EXERCISE BRIEF:
Among the records below, find the lines with the word "none" and copy them.
--------------------
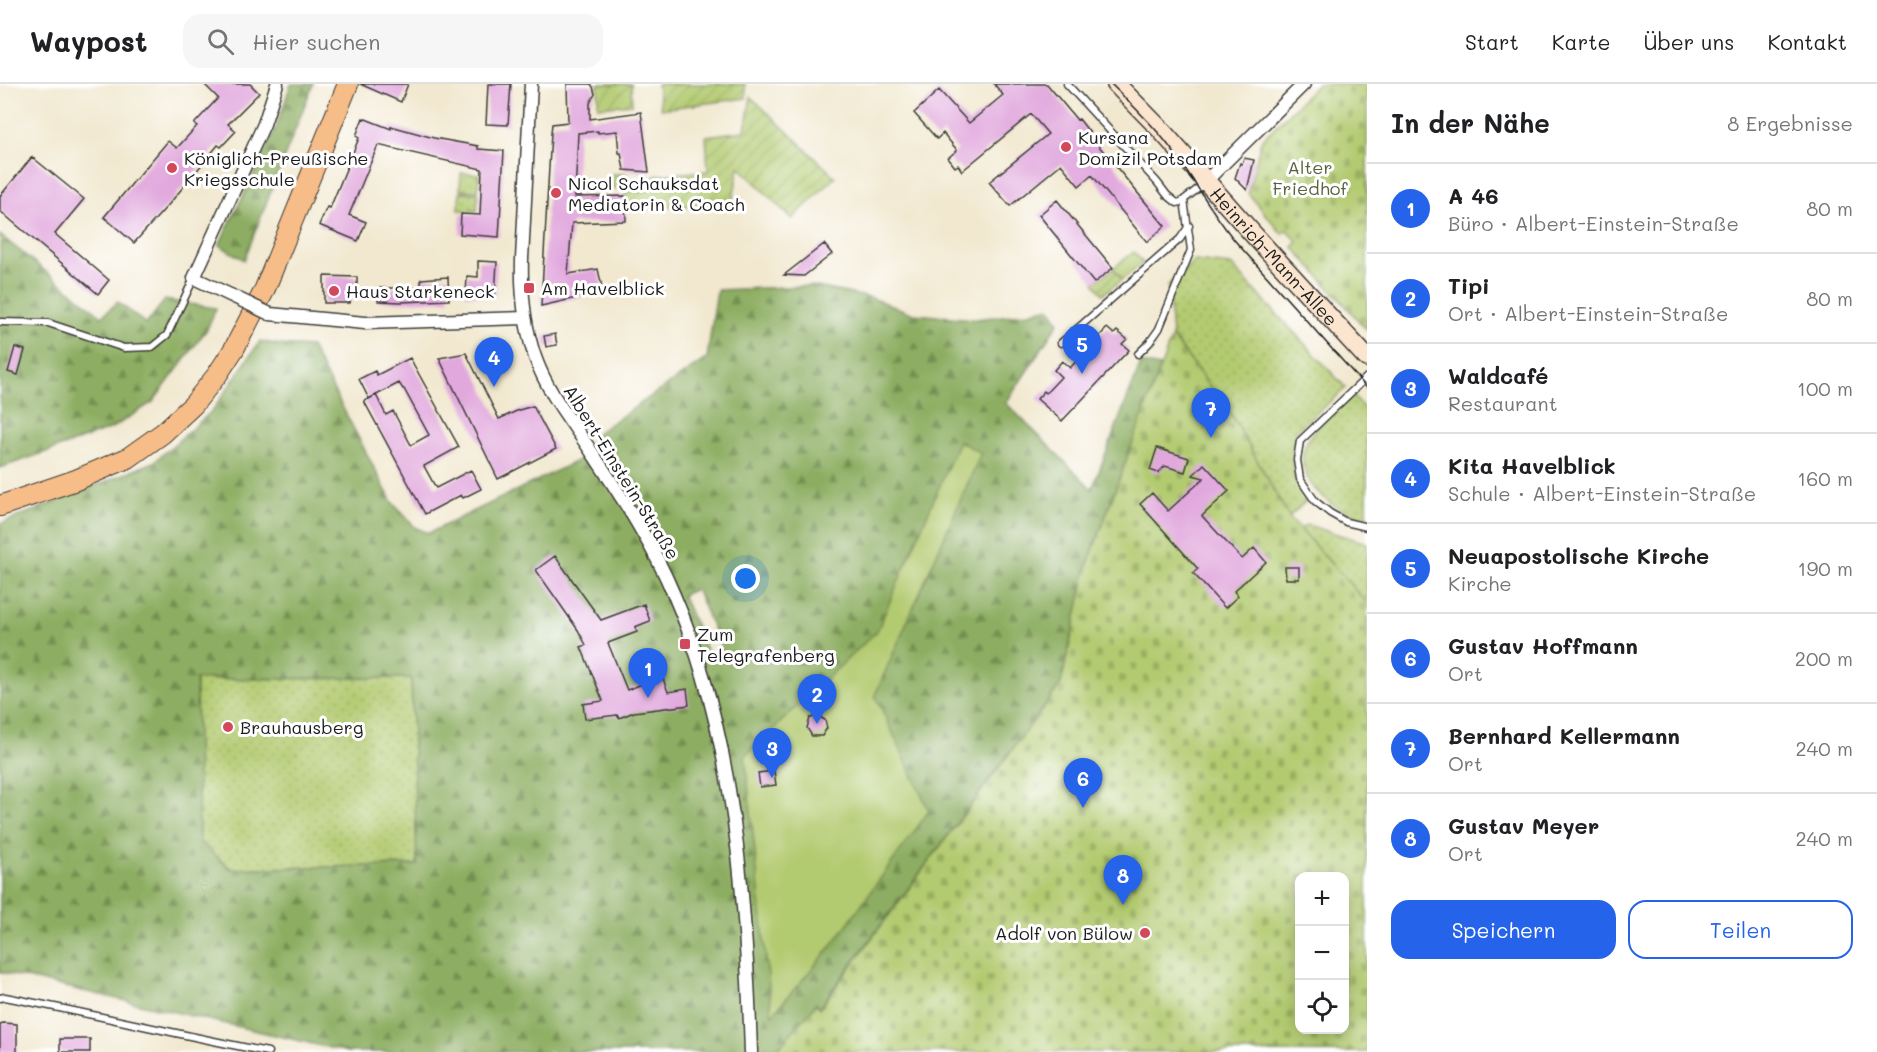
<!DOCTYPE html>
<html lang="de">
<meta charset="utf-8">
<style>
body{margin:0;font-family:Mali,sans-serif;background:#f6f6f6;color:#202124}
.controls{position:absolute;right:18px;bottom:18px;display:grid;overflow:hidden;border-radius:12px;box-shadow:0 3px 15px #0003}
.controls button{width:54px;height:54px;display:grid;place-items:center;padding:0;border:0;border-bottom:2px solid #e0e0e0;background:#fff;color:#202124;font:30px sans-serif}
.you{position:absolute;left:746px;top:495px;width:21px;height:21px;margin:-15px;border:4px solid #fff;border-radius:50%;background:#1a73e8;box-shadow:0 0 0 9px #1a73e833}
.badge{display:grid;place-items:center;width:39px;height:39px;border-radius:50%;background:#2563eb;color:#fff;font-size:20px;font-weight:700}
.pin{position:absolute;translate:-50% -50px;filter:drop-shadow(0 2px 3px #0008)}
.pin::after{content:'';position:absolute;top:32px;width:21px;height:18px;background:inherit;clip-path:polygon(0 0,100% 0,50% 100%)}
.list{margin:0;padding:0;list-style:none}
h2{display:flex;justify-content:space-between;align-items:center;height:78px;margin:0;padding:0 24px;font-size:26px}
h2 small{font-size:20px;font-weight:400;color:#757577}
.list li{display:grid;grid-template-columns:39px 1fr auto;gap:18px;align-items:center;box-sizing:border-box;height:90px;padding:0 24px;border-top:2px solid #e0e0e0}
.list b{display:block;font-size:22px;white-space:nowrap}
.list p{margin:0;font-size:20px;white-space:nowrap;color:#757577}
.list em{font-size:20px;font-style:normal;color:#757577}
.actions{display:flex;gap:12px;padding:18px 24px}
.actions a{flex:1;padding:14px 0;border:2px solid #2563eb;border-radius:18px;text-align:center;font-size:21px;color:#2563eb}
.actions .main{background:#2563eb;color:#fff}
.icon{flex:none;width:33px;height:33px;fill:none;stroke:currentColor;stroke-width:2;stroke-linecap:round;stroke-linejoin:round}
.map{position:relative;flex:none;width:1367px;height:968px;overflow:hidden}
header{display:flex;align-items:center;gap:36px;box-sizing:border-box;height:84px;padding:0 30px;background:#fff;border-bottom:2px solid #e0e0e0}
header strong{font-size:28px}
nav{display:flex;gap:33px;margin-inline-start:auto;font-size:21px}
.search{width:420px;height:54px;background:#f6f6f6;display:flex;align-items:center;gap:15px;box-sizing:border-box;padding:0 21px;border-radius:18px;color:#757577;font-size:22px}
main{display:flex}
aside{flex:1;background:#fff}
.map>svg:first-child{display:block}
</style>
<header>
<strong>Waypost</strong>
<div class="search"><svg class="icon" aria-label="search" viewBox="0 0 24 24"><circle cx="10" cy="10" r="6"/><path d="M15 15l6 6"/></svg>Hier suchen</div>
<nav><a>Start</a><a>Karte</a><a>Über uns</a><a>Kontakt</a></nav>
</header>
<main>
<div class="map">
<svg width="1367" height="968" viewBox="0 0 1367 968">
<defs>
<pattern id="grass-dots" width="8" height="8" patternUnits="userSpaceOnUse" patternTransform="scale(1.5)"><rect width="8" height="8" fill="#b2ca6f"/><path d="M2 2h.1M6 6h.1" fill="none" stroke="#98ad60" stroke-width="1.8" stroke-linecap="round"/></pattern>
<pattern id="forest-firs" width="22" height="20" patternUnits="userSpaceOnUse" patternTransform="scale(1.5)"><rect width="22" height="20" fill="#8dae62"/><path d="M5 1l3.5 6h-7zM16 11l3.5 6h-7z" fill="#728d50"/></pattern>
<pattern id="cemetery-stones" width="16" height="16" patternUnits="userSpaceOnUse" patternTransform="scale(1.5)"><rect width="16" height="16" fill="#b2ca6f"/><path d="M2 7V4a2 2 0 0 1 4 0v3zM10 15v-3a2 2 0 0 1 4 0v3z" fill="#98ad60"/></pattern>
<pattern id="garden-furrows" width="10" height="10" patternUnits="userSpaceOnUse" patternTransform="scale(1.5)"><rect width="10" height="10" fill="#b2ca6f"/><path d="M-1 1l2-2M0 10L10 0M9 11l2-2" fill="none" stroke="#98ad60"/></pattern>
</defs>
<rect width="100%" height="100%" fill="#fff"/>
<filter id="ink" filterUnits="userSpaceOnUse"><feTurbulence type="fractalNoise" baseFrequency=".0167" numOctaves="2"/><feDisplacementMap in="SourceGraphic" scale="12" xChannelSelector="R" yChannelSelector="G"/><feConvolveMatrix kernelMatrix="1 2 1 2 8 2 1 2 1" color-interpolation-filters="sRGB"/></filter>
<filter id="wash" filterUnits="userSpaceOnUse"><feTurbulence type="fractalNoise" baseFrequency=".008" numOctaves="4" result="noise"/><feDisplacementMap in="SourceGraphic" scale="24" xChannelSelector="R" yChannelSelector="G"/><feGaussianBlur stdDeviation="1.35" result="paint"/><feColorMatrix in="noise" values="0 0 0 0 0 0 0 0 0 0 0 0 0 0 0 0 0 1.4 0 .05"/><feComposite in="paint" operator="in"/></filter>
<g filter="url(#wash)">
<rect width="100%" height="100%" fill="#f1e8cf"/>
<path fill="url(#grass-dots)" stroke="#677346" stroke-width="1.5" d="M461,89L479,90L478,107L460,106Z
M460,108L478,109L477,127L458,126Z
M1194,177L1231,181L1346,304L1297,346C1292,359 1290,386 1297,399C1300,405 1305,410 1308,415L1289,433L1232,332L1172,252L1168,201Z
M1353,312L1367,328V433C1336,431 1292,396 1305,362C1312,344 1338,325 1353,312Z
M1307,441L1367,459V519L1300,445Z
M411,594L418,781L231,785L199,757L195,595Z"/>
<path fill="url(#forest-firs)" stroke="#54653f" stroke-width="1.5" fill-rule="evenodd" d="M291,0H313L244,176L219,161L276,44Z
M0,151L102,232L118,218L146,240L165,216L216,224L207,245L153,318L112,344L72,359L0,384Z
M812,202L872,214L914,230L975,235L1029,229L1049,223L1059,238L1006,319L1092,405L1141,279L1161,283L1087,483L1061,600L819,924L816,921L775,968H348L0,888V440L154,378L212,327L260,257L280,261L311,263L392,418L416,444L429,449L583,374L597,349L707,274L717,206ZM696,505L722,565L709,572L682,511ZM411,594L417,781L231,785L199,757L196,595Z"/>
<path fill="url(#cemetery-stones)" stroke="#677346" stroke-width="1.5" fill-rule="evenodd" d="M1318,0H1367V246L1293,163L1298,158L1287,146L1282,150L1248,109L1261,57Z
M1172,252L1232,332L1289,433L1367,519V968H775L816,920L820,924L1061,600L1087,483ZM1300,792H1344V946H1300Z"/>
<path fill="#b2ca6f" stroke="#677346" stroke-width="1.5" d="M612,90H627V105H612Z
M1134,168L1143,179L1122,196L1113,184Z
M959,357L981,369L875,611L929,727L830,864L772,931L745,672L877,547Z"/>
<path fill="url(#garden-furrows)" stroke="#677346" stroke-width="1.5" d="M598,0H631L632,20L598,23Z
M657,0H745L746,14L661,25Z
M751,13L835,93L792,135L739,83L732,120L626,124L625,108L648,107V96L658,91L708,87L706,52L745,47Z
M1113,184L1122,196L1103,210L1094,199Z"/>
<g id="blocks">
<path fill="#e1a8dd" d="M204,0H250L259,9L228,40L236,47L221,63L218,61L170,119L134,159L104,133L168,57L177,64L197,42L194,40L218,14Z
M360,0H408L401,18Z
M488,0H511L508,41L486,40Z
M567,0H591L593,3L595,10L590,19V35L641,28L649,88L624,86L621,69H619L617,47L598,49V47L578,49L575,113L625,112L626,137L572,139L568,190L598,185L603,208L541,222L551,49L552,40L568,38Z
M994,0H1047L1077,36L1079,35L1090,49L1089,50L1165,142L1147,158L1092,91L1079,102L1061,80L1010,122L989,98L1048,50L1031,30L962,87L958,81L955,83L948,74L957,66L943,49L937,55L914,29L939,6L969,39L1003,11Z
M363,34L391,45V42L434,54L478,62V65L504,67L499,153L460,150L461,130L480,131L482,85L378,61L349,131L366,138L358,157L319,141L327,123L330,124L359,54L356,52Z
M32,73L84,115L55,150L109,196L98,210L0,127V112Z
M1244,74L1254,76L1247,106L1235,94L1240,79L1242,80Z
M1057,116L1113,184L1094,199L1039,131Z
M824,160L832,170L804,192L784,191Z
M478,177L497,178L495,212L466,211L467,192L478,193Z
M324,192L357,193V204H351L350,219H324Z
M448,193L449,216L401,218L378,217V204H421V195Z
M1107,244L1114,250L1117,247L1127,255L1122,260L1129,266L1062,337L1037,315L1044,307L1046,309L1061,293L1054,286L1062,277L1070,284Z
M555,250L557,261L546,263L544,252Z
M15,263L25,266L18,291L8,288Z
M466,269L499,335L519,326L533,322L556,365L498,395L439,274Z
M410,274L459,363L424,382L436,404L471,386L481,405L463,414L461,411L425,430L364,317L376,311L386,331L393,327L411,361L429,351L404,305H403L399,299L369,315L359,295L375,287L377,291Z
M1157,364L1189,374L1185,388L1165,382L1158,389L1150,386Z
M1204,380L1229,407L1202,432L1242,475L1254,464L1266,478L1234,507L1238,512L1225,524L1193,489L1198,485L1140,420L1152,409L1168,427L1204,394L1193,391Z
M555,472L601,536L644,520L650,537L635,543L637,548L608,559L627,606L662,592L668,608L687,605L689,621L634,628L619,634L617,631L585,635L583,620L603,617L581,563L586,561L578,546L536,486Z
M1285,483H1299V495H1286Z
M818,632L825,636L827,644L822,652H812L807,644L810,634Z
M774,687L776,701L760,703L758,689Z
M3,939L17,940V968H0V940Z
M60,955H90V968H60Z"/>
</g>
</g>
<g filter="url(#ink)">
<use href="#blocks" fill-opacity="0" stroke="#3c3b37" stroke-width="1.5"/>
<g fill="none" stroke-linecap="round" stroke-linejoin="round">
<defs>
<path id="lane" d="M1067,0L1157,98L1167,111L1177,119L1181,118L1204,100
M0,238L48,239L124,264L152,263L167,251L194,194
M1061,259L1180,155L1189,142
M1138,270L1149,259L1159,245L1191,166L1184,116
M1367,293L1300,357L1297,376L1300,395L1315,417L1330,429L1346,438L1367,443
M0,914L5,913C93,930 180,951 268,968"/>
<path id="street" d="M531,0L522,175C521,209 524,241 535,273C548,310 572,338 593,370C623,415 653,461 674,511C735,651 746,816 751,968
M1206,97L1304,0
M230,211L194,194L264,40L277,0
M270,230L365,239L525,234"/>
<g id="secondary">
<path id="s1" d="M1116,0L1160,45L1252,149L1367,274"/>
</g>
<path id="primary" d="M0,422L76,396L128,374L163,349L193,321L217,291L234,265L264,207L348,0"/>
</defs>
<use href="#lane" stroke="#3c3b37" stroke-width="9"/>
<use href="#street" stroke="#3c3b37" stroke-width="15"/>
<use href="#secondary" stroke="#3c3b37" stroke-width="21"/>
<use href="#primary" stroke="#3c3b37" stroke-width="22"/>
<use href="#lane" stroke="#fff" stroke-width="6"/>
<use href="#street" stroke="#fff" stroke-width="12"/>
<use href="#secondary" stroke="#fce5cf" stroke-width="18"/>
<use href="#primary" stroke="#f7bd88" stroke-width="20"/>
<path stroke="#1c1c1c" stroke-width="1.5" d="M1111,0C1131,20 1152,39 1169,62C1193,93 1211,128 1236,158L1367,304"/>
<defs>
<path id="street-bridge" d="M230,211L270,230"/>
</defs>
<use href="#street-bridge" stroke="#3c3b37" stroke-width="15" stroke-linecap="butt"/>
<use href="#street-bridge" stroke="#fff" stroke-width="12"/>
</g>
</g>
<g fill="#d1495b" stroke="#fff" stroke-width="2">
<circle cx="1066" cy="63" r="6"/>
<circle cx="172" cy="84" r="6"/>
<circle cx="556" cy="109" r="6"/>
<rect x="523" y="198" width="12" height="12" rx="3"/>
<circle cx="334" cy="207" r="6"/>
<rect x="679" y="554" width="12" height="12" rx="3"/>
<circle cx="228" cy="643" r="6"/>
<circle cx="1145" cy="849" r="6"/>
</g>
<g text-anchor="middle" dominant-baseline="central" stroke-width="6" stroke-linejoin="round" paint-order="stroke">
<g font-size="18" fill="#1c1c1c" stroke="#fff" text-anchor="start">
<text x="1078" y="53">Kursana<tspan x="1078" dy="21">Domizil Potsdam</tspan></text>
<text x="184" y="74">Königlich-Preußische<tspan x="184" dy="21">Kriegsschule</tspan></text>
<text x="568" y="99">Nicol Schauksdat<tspan x="568" dy="21">Mediatorin &amp; Coach</tspan></text>
<text x="541" y="204">Am Havelblick</text>
<text x="346" y="207">Haus Starkeneck</text>
<text x="697" y="550">Zum<tspan x="697" dy="21">Telegrafenberg</tspan></text>
<text x="240" y="643">Brauhausberg</text>
<text x="1133" y="849" text-anchor="end">Adolf von Bülow</text>
</g>
<g font-size="18" fill="#58623d" stroke="#fff">
<text x="1310" y="83">Alter<tspan x="1310" dy="21">Friedhof</tspan></text>
</g>
<g font-size="18" fill="#1c1c1c" stroke="#fff">
<text stroke="none"><textPath href="#s1" startOffset="234">Heinrich-Mann-Allee</textPath></text>
<text transform="translate(622 388) rotate(58)">Albert-Einstein-Straße</text>
</g>
</g>
</svg>
<div class="controls">
<button>+</button>
<button>−</button>
<button><svg class="icon" aria-label="locate" viewBox="0 0 24 24"><circle cx="12" cy="12" r="6"/><path d="M12 2v4M12 18v4M2 12h4M18 12h4"/></svg></button>
</div>
<div class="you"></div>
<div class="pin badge" style="left:648px;top:614px">1</div>
<div class="pin badge" style="left:817px;top:640px">2</div>
<div class="pin badge" style="left:772px;top:694px">3</div>
<div class="pin badge" style="left:494px;top:303px">4</div>
<div class="pin badge" style="left:1082px;top:290px">5</div>
<div class="pin badge" style="left:1083px;top:724px">6</div>
<div class="pin badge" style="left:1211px;top:354px">7</div>
<div class="pin badge" style="left:1123px;top:821px">8</div>
</div>
<aside>
<h2>In der Nähe<small>8 Ergebnisse</small></h2>
<ul class="list">
<li><span class="badge">1</span><div><b>A 46</b><p>Büro · Albert-Einstein-Straße</p></div><em>80 m</em></li>
<li><span class="badge">2</span><div><b>Tipi</b><p>Ort · Albert-Einstein-Straße</p></div><em>80 m</em></li>
<li><span class="badge">3</span><div><b>Waldcafé</b><p>Restaurant</p></div><em>100 m</em></li>
<li><span class="badge">4</span><div><b>Kita Havelblick</b><p>Schule · Albert-Einstein-Straße</p></div><em>160 m</em></li>
<li><span class="badge">5</span><div><b>Neuapostolische Kirche</b><p>Kirche</p></div><em>190 m</em></li>
<li><span class="badge">6</span><div><b>Gustav Hoffmann</b><p>Ort</p></div><em>200 m</em></li>
<li><span class="badge">7</span><div><b>Bernhard Kellermann</b><p>Ort</p></div><em>240 m</em></li>
<li><span class="badge">8</span><div><b>Gustav Meyer</b><p>Ort</p></div><em>240 m</em></li>
</ul>
<div class="actions"><a class="main">Speichern</a><a>Teilen</a></div>
</aside>
</main>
--------------------
OUTPUT OF THE EXERCISE:
.list{margin:0;padding:0;list-style:none}
.icon{flex:none;width:33px;height:33px;fill:none;stroke:currentColor;stroke-width:2;stroke-linecap:round;stroke-linejoin:round}
.map{position:relative;flex:none;width:1367px;height:968px;overflow:hidden}
<pattern id="grass-dots" width="8" height="8" patternUnits="userSpaceOnUse" patternTransform="scale(1.5)"><rect width="8" height="8" fill="#b2ca6f"/><path d="M2 2h.1M6 6h.1" fill="none" stroke="#98ad60" stroke-width="1.8" stroke-linecap="round"/></pattern>
<pattern id="garden-furrows" width="10" height="10" patternUnits="userSpaceOnUse" patternTransform="scale(1.5)"><rect width="10" height="10" fill="#b2ca6f"/><path d="M-1 1l2-2M0 10L10 0M9 11l2-2" fill="none" stroke="#98ad60"/></pattern>
<g fill="none" stroke-linecap="round" stroke-linejoin="round">
<text stroke="none"><textPath href="#s1" startOffset="234">Heinrich-Mann-Allee</textPath></text>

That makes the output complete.